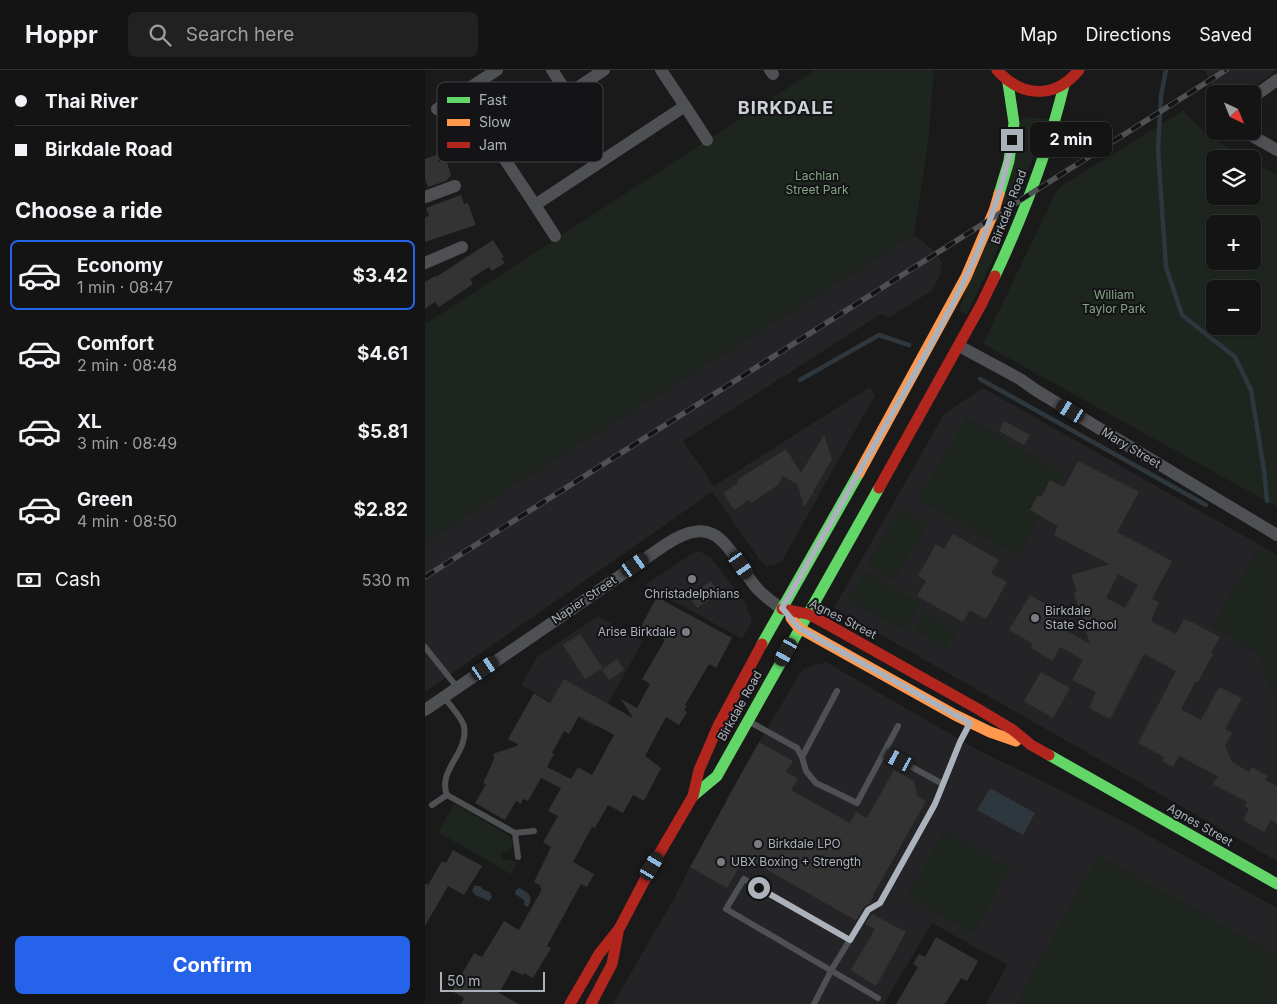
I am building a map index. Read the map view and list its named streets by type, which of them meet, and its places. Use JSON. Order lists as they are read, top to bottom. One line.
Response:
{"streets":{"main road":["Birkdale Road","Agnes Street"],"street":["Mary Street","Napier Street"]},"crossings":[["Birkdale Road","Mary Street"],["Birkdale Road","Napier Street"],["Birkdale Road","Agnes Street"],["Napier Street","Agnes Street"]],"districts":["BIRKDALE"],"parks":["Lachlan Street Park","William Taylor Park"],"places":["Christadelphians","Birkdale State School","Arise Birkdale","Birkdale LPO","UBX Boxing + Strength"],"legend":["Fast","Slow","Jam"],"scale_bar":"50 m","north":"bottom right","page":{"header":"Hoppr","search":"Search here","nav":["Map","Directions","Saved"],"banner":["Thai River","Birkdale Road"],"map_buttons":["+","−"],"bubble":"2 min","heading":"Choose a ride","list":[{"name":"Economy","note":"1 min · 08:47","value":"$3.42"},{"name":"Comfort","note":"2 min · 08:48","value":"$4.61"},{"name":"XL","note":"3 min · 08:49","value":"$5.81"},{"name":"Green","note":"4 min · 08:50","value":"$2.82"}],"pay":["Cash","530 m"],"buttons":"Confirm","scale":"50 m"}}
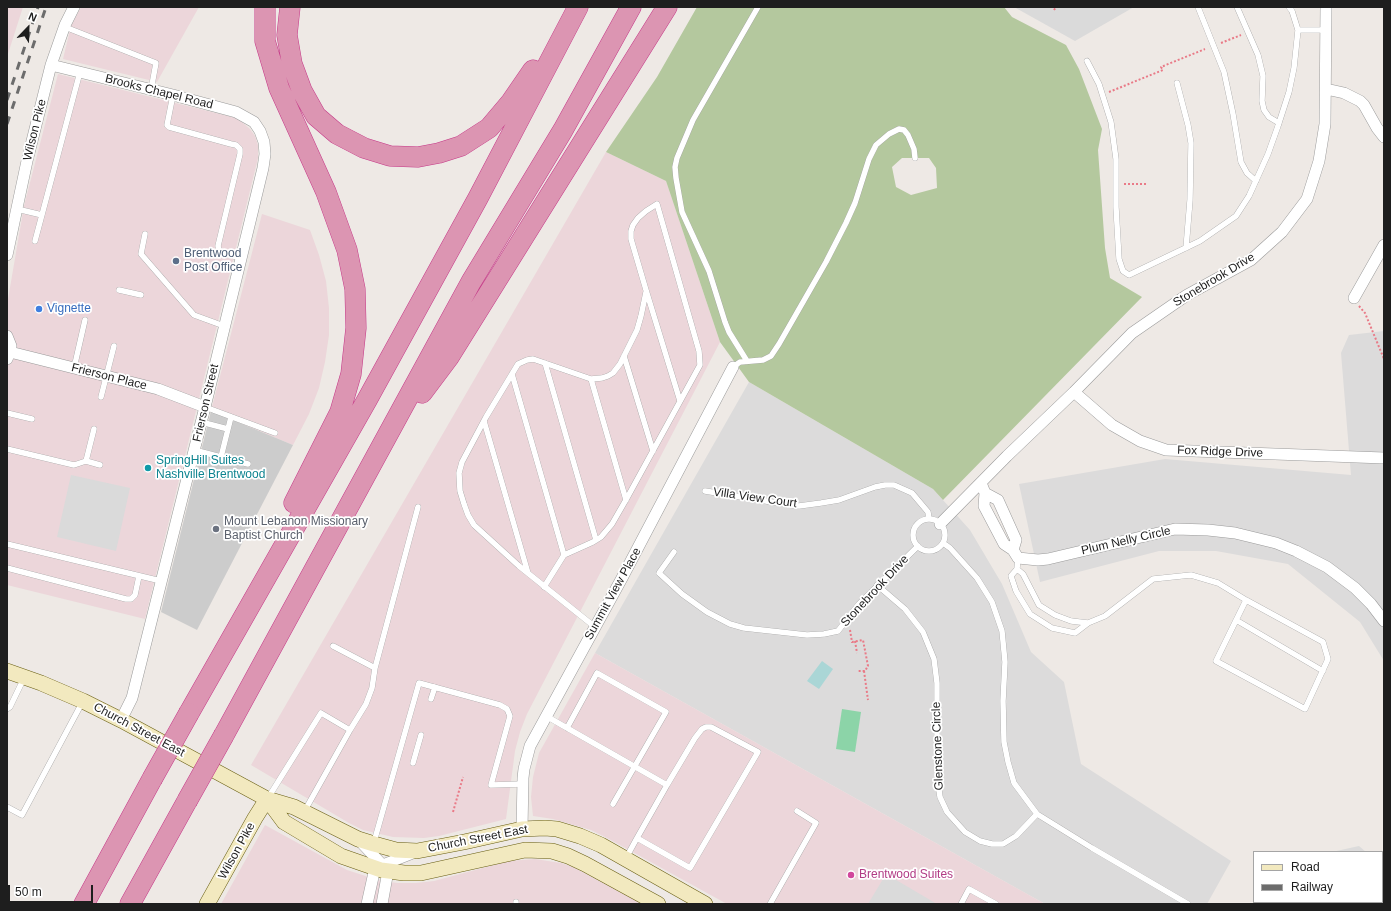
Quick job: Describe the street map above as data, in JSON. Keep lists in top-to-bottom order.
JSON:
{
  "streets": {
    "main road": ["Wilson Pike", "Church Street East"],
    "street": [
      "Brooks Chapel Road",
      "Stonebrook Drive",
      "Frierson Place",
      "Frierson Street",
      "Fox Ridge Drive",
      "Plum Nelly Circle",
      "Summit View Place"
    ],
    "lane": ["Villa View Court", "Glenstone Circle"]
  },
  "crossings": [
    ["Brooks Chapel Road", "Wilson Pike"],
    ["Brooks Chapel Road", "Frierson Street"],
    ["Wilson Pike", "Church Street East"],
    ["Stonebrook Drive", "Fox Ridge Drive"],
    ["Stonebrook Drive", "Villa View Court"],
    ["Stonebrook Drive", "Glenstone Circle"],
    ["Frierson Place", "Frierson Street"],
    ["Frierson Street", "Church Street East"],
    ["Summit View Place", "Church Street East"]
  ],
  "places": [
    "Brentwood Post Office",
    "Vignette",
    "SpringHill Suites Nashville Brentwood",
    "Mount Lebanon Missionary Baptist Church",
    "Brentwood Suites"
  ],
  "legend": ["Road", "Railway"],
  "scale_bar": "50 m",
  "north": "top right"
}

● ● ● ● ●

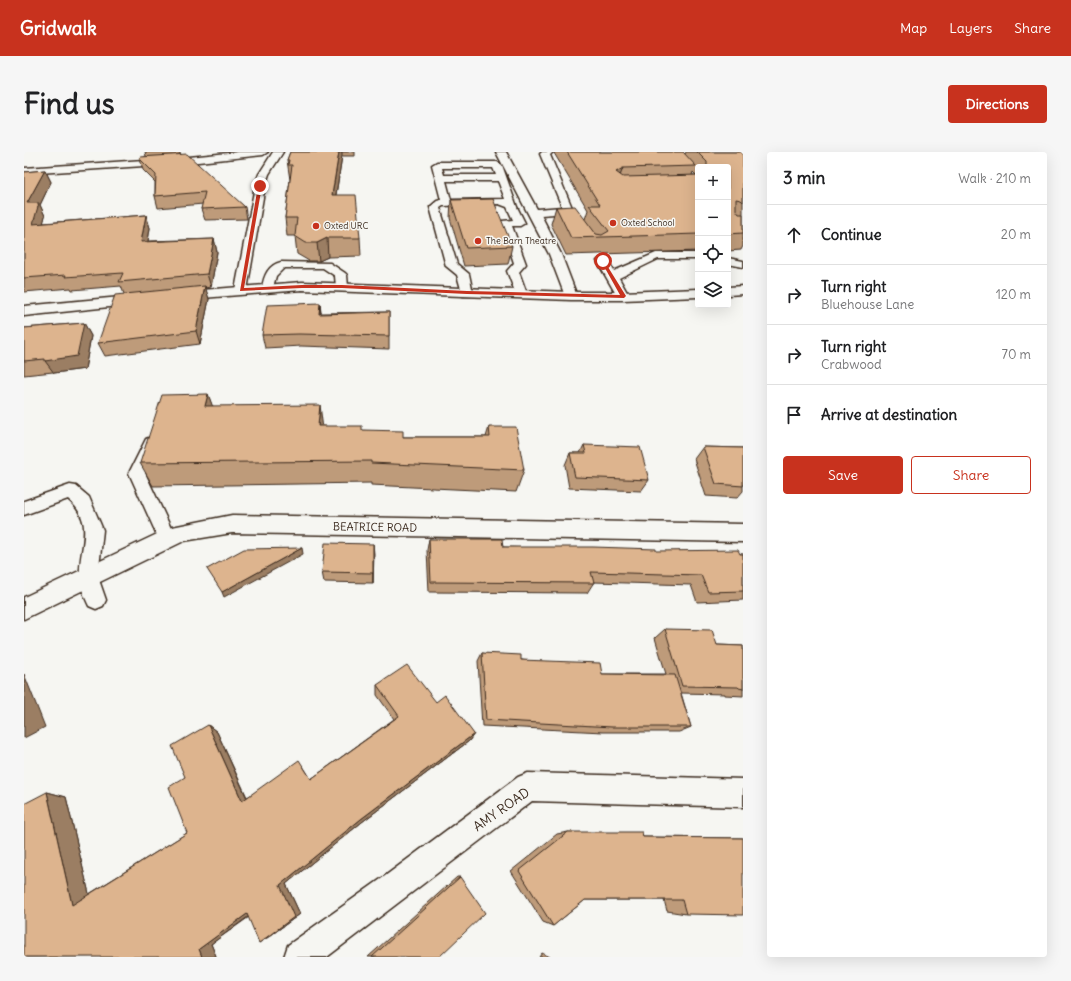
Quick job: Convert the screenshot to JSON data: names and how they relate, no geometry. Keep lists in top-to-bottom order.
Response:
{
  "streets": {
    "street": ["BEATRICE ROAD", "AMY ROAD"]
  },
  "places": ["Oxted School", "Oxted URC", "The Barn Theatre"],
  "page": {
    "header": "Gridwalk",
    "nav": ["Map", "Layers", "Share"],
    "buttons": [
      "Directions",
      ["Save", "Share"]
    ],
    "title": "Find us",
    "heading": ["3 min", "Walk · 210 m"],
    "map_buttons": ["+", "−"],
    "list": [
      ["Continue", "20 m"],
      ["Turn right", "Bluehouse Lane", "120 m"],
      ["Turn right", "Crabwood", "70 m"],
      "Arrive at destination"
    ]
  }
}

● ● ● ● ●

• **YOUR TASK**
Return all lines from the material that contain "Quick".

• **ANSWER BOX**
Quick job: Describe the street map above as data, in JSON. Keep lists in top-to-bottom order.
Quick job: Convert the screenshot to JSON data: names and how they relate, no geometry. Keep lists in top-to-bottom order.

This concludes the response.